What the exercise asks. As the answer, set down the lines below from the one containing "position:absolute; left:2382px; top:21px;" through the one containing "position:absolute; width:77px; margin:-38px;", exactly and inclusively, and no others.

[[ Data extract, beginning ]]

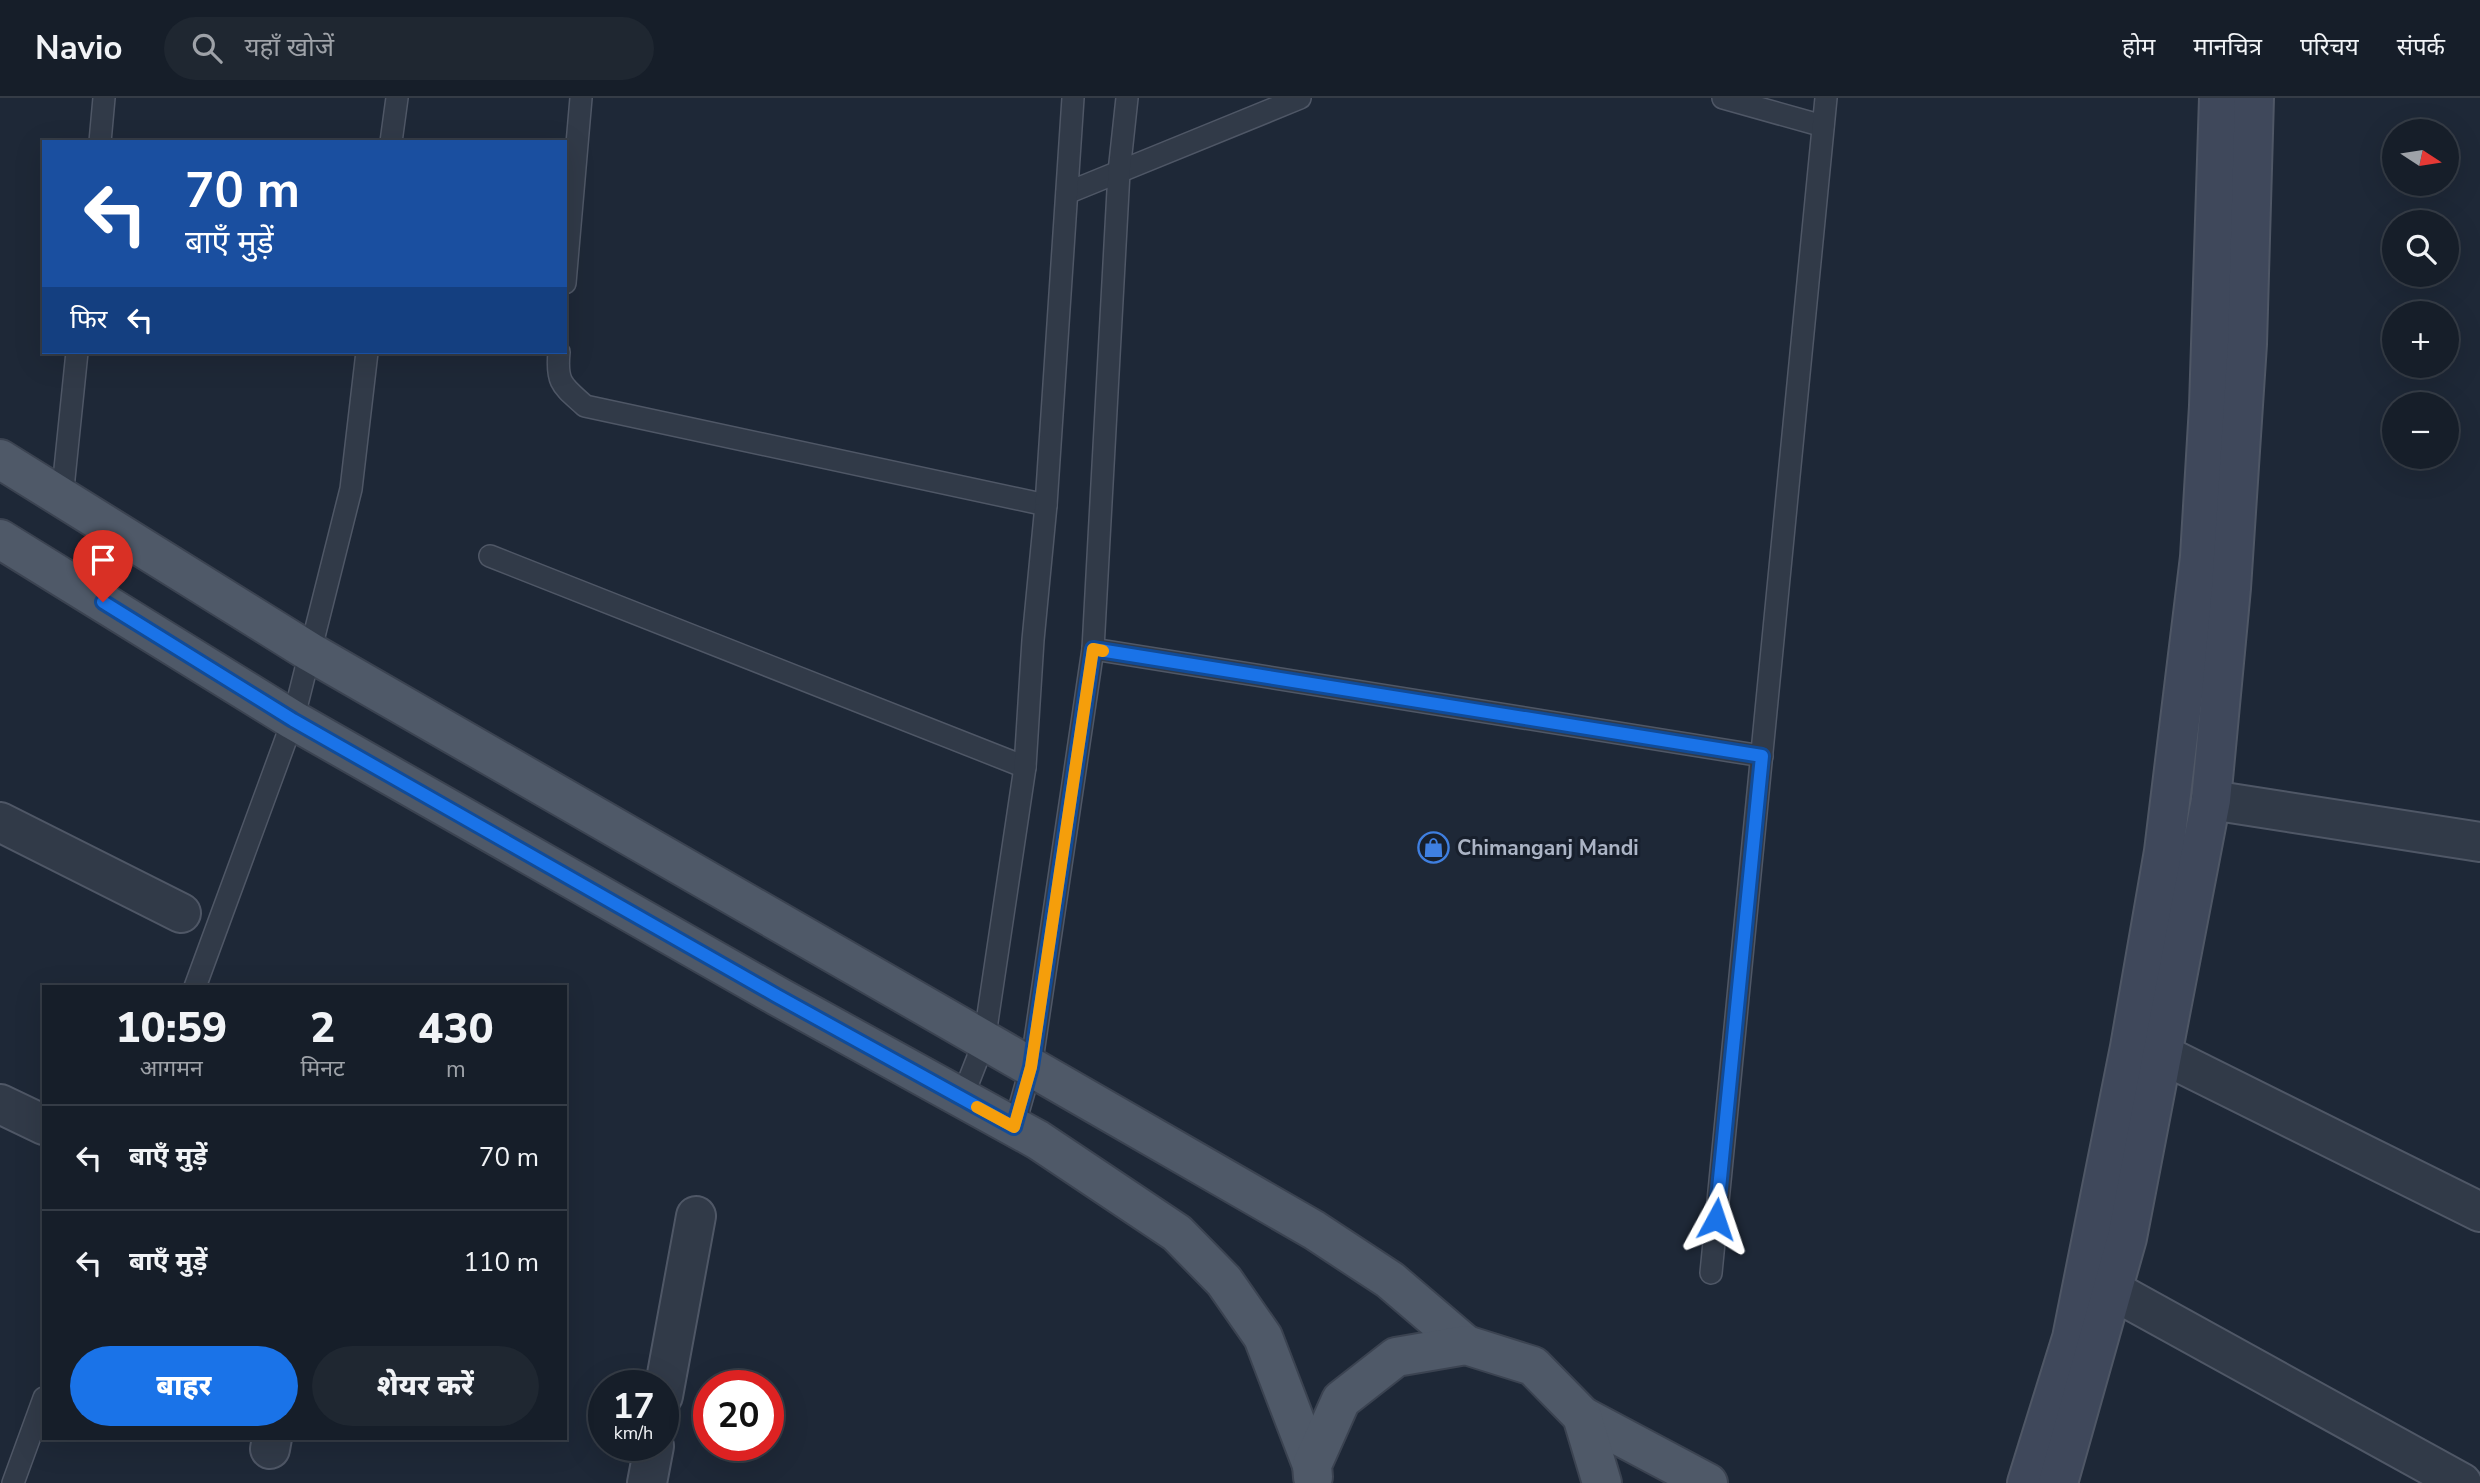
<!DOCTYPE html>
<html lang="hi">
<head>
<meta charset="utf-8">
<style>
  body { margin:0; font-family:"Nunito Sans","Noto Sans Devanagari",sans-serif; background:#1f2731; color:#f1f3f6; height:100vh; display:flex; flex-direction:column; font-size:26px; white-space:nowrap }
  * { box-sizing:border-box; margin:0 }
  p { font-size:23px; color:#9ea2a8 }
  .icon { flex:none; width:38px; height:38px; fill:none; stroke:currentColor; stroke-width:2; stroke-linecap:round; stroke-linejoin:round }
  .map { position:relative; flex:1; overflow:hidden }
  .details { position:absolute; left:42px; top:887px; width:525px; height:455px; display:flex; flex-direction:column; background:#161e29; border-radius:0px; box-shadow:0 7px 28px #0002,0 0 0 2px #353c46 }
  .details>* { flex:none }
  .guide { position:absolute; left:42px; top:42px; width:525px; height:214px; border-radius:0px; box-shadow:0 7px 28px #0002,0 0 0 2px #353c46; background:#1a4fa0; color:#fff; overflow:hidden }
  .needle { width:46px; rotate:102deg }
  .tools { position:absolute; left:2382px; top:21px; display:grid; gap:14px }
  .tools a { display:grid; place-items:center; width:77px; height:77px; border-radius:50%; background:#161e29; box-shadow:0 7px 28px #0002,0 0 0 2px #353c46; font-size:35px }
  .speed { position:absolute; left:588px; top:1272px; display:flex; gap:14px; font-size:35px; font-weight:700; text-align:center }
  .speed>* { display:grid; place-content:center; width:91px; height:91px; border-radius:50%; background:#161e29; box-shadow:0 7px 28px #0002,0 0 0 2px #353c46; line-height:1 }
  .speed small { font-size:18px; font-weight:400 }
  .speed .limit { border:10px solid #d22; background:#fff; color:#111 }
  .pin { position:absolute; display:grid; place-items:center; width:60px; height:60px; color:#fff; margin:-72px -30px; border-radius:50% 50% 50% 0; rotate:-45deg; box-shadow:0 0 7px #0007 }
  .pin .icon { rotate:45deg }
  .me { position:absolute; width:77px; margin:-38px; rotate:5deg; stroke-linejoin:round; filter:drop-shadow(0 0 5px #0008) }
  .turn { display:flex; align-items:center; gap:24px; height:147px; padding:0 28px; font-size:32px }
  .turn .icon { width:91px; height:91px; stroke-width:2.5 }
  .turn b { display:block; font-size:49px; line-height:60px }
  .then { display:flex; align-items:center; height:66px; padding:0 28px; background:#0003; gap:14px; font-size:26px }
  .eta { display:flex; justify-content:space-evenly; align-items:center; height:119px; text-align:center }
  .eta b { font-size:42px; font-weight:800; line-height:49px }
  .cta { display:flex; gap:14px; margin-top:auto; padding:14px 28px }
  .cta a { flex:1; height:80px; border-radius:42px; background:#1a73e8; color:#fff; font-size:28px; font-weight:800; line-height:80px; text-align:center }
  .cta a+a { background:#1f2731; color:#f1f3f6 }
  ul { padding:0; list-style:none }
  li { display:flex; align-items:center; gap:21px; height:105px; padding:0 28px; border-top:2px solid #353c46 }
  li div { flex:1 }
  li b { display:block; font-size:26px }
  li em { font-style:normal }
  header { display:flex; align-items:center; gap:42px; box-sizing:border-box; height:98px; padding:0 35px; background:#161e29; border-bottom:2px solid #353c46 }
  header strong { font-size:33px }
  nav { display:flex; gap:38px; margin-inline-start:auto; font-size:24px }
  .search { width:490px; height:63px; background:#1f2731; display:flex; align-items:center; gap:18px; box-sizing:border-box; padding:0 24px; border-radius:38px; color:#9ea2a8; font-size:26px }
  .map>svg:first-child { display:block }
  .lines { fill:none; stroke-linecap:round; stroke-linejoin:round }
  .lane-casing { stroke:#4f5766; stroke-width:24 }
  .street-casing { stroke:#4f5766; stroke-width:42 }
  .secondary-casing { stroke:#4f5766; stroke-width:42 }
  .primary-casing { stroke:#3b4351; stroke-width:42 }
  .lane { stroke:#313a48; stroke-width:21 }
  .street { stroke:#313a48; stroke-width:38 }
  .secondary { stroke:#3f485b; stroke-width:38 }
  .primary { stroke:#4f5968; stroke-width:38 }
  .route-casing { stroke:#114b97; stroke-width:18 }
  .route { stroke:#1a73e8; stroke-width:12 }
  .slow { stroke:#f59e0b; stroke-width:12 }
  .labels { text-anchor:middle; dominant-baseline:central; stroke-width:6; stroke-linejoin:round; paint-order:stroke }
  .poi-label { font-size:21px; font-weight:bold; fill:#abb4c5; stroke:#171f2c; text-anchor:start }
</style>
</head>
<body>
<header>
<strong>Navio</strong>
<div class="search"><svg class="icon" aria-label="search" viewBox="0 0 24 24"><circle cx="10" cy="10" r="6"/><path d="M15 15l6 6"/></svg>यहाँ खोजें</div>
<nav><a>होम</a><a>मानचित्र</a><a>परिचय</a><a>संपर्क</a></nav>
</header>
<div class="map">
<svg width="2480" height="1385" viewBox="0 0 2480 1385">
  <rect width="100%" height="100%" fill="#1e2837"/>
  <g class="lines">
    <defs>
      <g id="lane">
        <polyline points="1723,0 1823,28"/>
        <polyline points="100,44 104,0"/>
        <polyline points="391,44 397,0"/>
        <polyline points="1067,95 1300,0"/>
        <polyline points="565,185 581,0"/>
        <path d="M559 254C556 286 563 288 585 308L1046 407"/>
        <polyline points="62,400 77,254"/>
        <polyline points="490,458 1025,669"/>
        <polyline points="1093,551 1762,658"/>
        <polyline points="195,889 293,622 351,391 367,254"/>
        <polyline points="962,1000 984,944 1025,669 1033,542 1046,407 1073,0"/>
        <polyline points="1014,1029 1031,969 1093,551 1119,74 1127,0"/>
        <polyline points="1711,1175 1826,0"/>
        <polyline points="13,1385 44,1300"/>
      </g>
      <g id="street">
        <polyline points="2211,702 2480,744"/>
        <polyline points="0,724 181,815"/>
        <polyline points="2164,957 2480,1114"/>
        <polyline points="0,1006 44,1027"/>
        <polyline points="2114,1193 2462,1385"/>
        <polyline points="663,1298 696,1118"/>
        <polyline points="270,1351 272,1340"/>
        <polyline points="647,1385 654,1348"/>
      </g>
      <g id="secondary">
        <polyline points="2027,1385 2072,1240 2130,949 2164,753 2200,459 2209,308 2219,0"/>
        <polyline points="2058,1385 2127,1140 2211,702 2231,490 2247,246 2254,0"/>
      </g>
      <g id="primary">
        <polyline points="0,361 310,554 1314,1132 1390,1182 1466,1247"/>
        <polyline points="0,441 293,622 777,898 1038,1042 1177,1135 1224,1183 1263,1239 1312,1367"/>
        <polyline points="1582,1318 1708,1385"/>
        <polyline points="1313,1379 1312,1367 1341,1302 1396,1259 1466,1247 1533,1268 1582,1318 1602,1385"/>
      </g>
    </defs>
    <!-- lane casing -->
    <use href="#lane" class="lane-casing"/>
    <!-- street casing -->
    <use href="#street" class="street-casing"/>
    <!-- secondary casing -->
    <use href="#secondary" class="secondary-casing"/>
    <!-- primary casing -->
    <use href="#primary" class="primary-casing"/>
    <!-- lane -->
    <use href="#lane" class="lane"/>
    <!-- street -->
    <use href="#street" class="street"/>
    <!-- secondary -->
    <use href="#secondary" class="secondary"/>
    <!-- primary -->
    <use href="#primary" class="primary"/>
  </g>
  <g class="lines">
    <defs>
      <polyline id="route" points="103,504 293,622 777,898 1014,1029 1031,969 1093,551 1762,658 1716,1121"/>
    </defs>
    <!-- route casing -->
    <use href="#route" class="route-casing"/>
    <!-- route -->
    <use href="#route" class="route"/>
    <!-- slow -->
    <polyline class="slow" points="977,1009 1014,1029 1031,969 1093,551 1103,553"/>
  </g>
  <!-- icons -->
  <defs>
    <symbol id="shop-ring" viewBox="-11 -11 22 22"><circle r="9.5" fill="#171f2c" stroke="#3f7fe0" stroke-width="1.5"/><path d="M-5-2.5h2.3a2.7 3.5 0 0 1 5.4 0H5L5.5 6h-11ZM-1.5-2.5h3a1.5 2.3 0 0 0-3 0Z" fill="#3f7fe0"/></symbol>
  </defs>
  <g fill-rule="evenodd">
    <use href="#shop-ring" x="1416" y="732" width="35" height="35"/>
  </g>
  <g class="labels">
    <!-- poi labels -->
    <g class="poi-label">
      <text x="1457" y="750">Chimanganj Mandi</text>
    </g>
  </g>
</svg>
<div class="tools">
<a><svg class="needle" viewBox="-14 -14 28 28"><path d="M0-13l5 13h-10z" fill="#e53935"/><path d="M0 13l5-13h-10z" fill="#9ea2a8"/></svg></a>
<a><svg class="icon" aria-label="search" viewBox="0 0 24 24"><circle cx="10" cy="10" r="6"/><path d="M15 15l6 6"/></svg></a>
<a>+</a>
<a>−</a>
</div>
<div class="speed"><div>17<small>km/h</small></div><div class="limit">20</div></div>
<div class="pin" style="left:103px;top:504px;background:#d93025"><svg class="icon" aria-label="arrive" viewBox="0 0 24 24"><path d="M6 21V4h12l-3 4 3 4H6"/></svg></div>
<svg class="me" style="left:1716px;top:1121px" viewBox="-20 -20 40 40"><path d="M0-17L14 15 0 8-14 15z" fill="#1a73e8" stroke="#fff" stroke-width="4"/></svg>
<div class="guide">
<div class="turn"><svg class="icon" aria-label="left" viewBox="0 0 24 24"><path d="M17 20v-9H6M10 6l-5 5 5 5"/></svg><div><b>70 m</b>बाएँ मुड़ें</div></div>
<div class="then">फिर<svg class="icon" aria-label="left" viewBox="0 0 24 24"><path d="M17 20v-9H6M10 6l-5 5 5 5"/></svg></div>
</div>
<section class="details">
<div class="eta">
<div><b>10:59</b><p>आगमन</p></div>
<div><b>2</b><p>मिनट</p></div>
<div><b>430</b><p>m</p></div>
</div>
<ul>
<li><svg class="icon" aria-label="left" viewBox="0 0 24 24"><path d="M17 20v-9H6M10 6l-5 5 5 5"/></svg><div><b>बाएँ मुड़ें</b></div><em>70 m</em></li>
<li><svg class="icon" aria-label="left" viewBox="0 0 24 24"><path d="M17 20v-9H6M10 6l-5 5 5 5"/></svg><div><b>बाएँ मुड़ें</b></div><em>110 m</em></li>
</ul>
<div class="cta"><a>बाहर</a><a>शेयर करें</a></div>
</section>
</div>
</body>
</html>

[[ Data extract, end ]]

Final answer.
  .tools { position:absolute; left:2382px; top:21px; display:grid; gap:14px }
  .tools a { display:grid; place-items:center; width:77px; height:77px; border-radius:50%; background:#161e29; box-shadow:0 7px 28px #0002,0 0 0 2px #353c46; font-size:35px }
  .speed { position:absolute; left:588px; top:1272px; display:flex; gap:14px; font-size:35px; font-weight:700; text-align:center }
  .speed>* { display:grid; place-content:center; width:91px; height:91px; border-radius:50%; background:#161e29; box-shadow:0 7px 28px #0002,0 0 0 2px #353c46; line-height:1 }
  .speed small { font-size:18px; font-weight:400 }
  .speed .limit { border:10px solid #d22; background:#fff; color:#111 }
  .pin { position:absolute; display:grid; place-items:center; width:60px; height:60px; color:#fff; margin:-72px -30px; border-radius:50% 50% 50% 0; rotate:-45deg; box-shadow:0 0 7px #0007 }
  .pin .icon { rotate:45deg }
  .me { position:absolute; width:77px; margin:-38px; rotate:5deg; stroke-linejoin:round; filter:drop-shadow(0 0 5px #0008) }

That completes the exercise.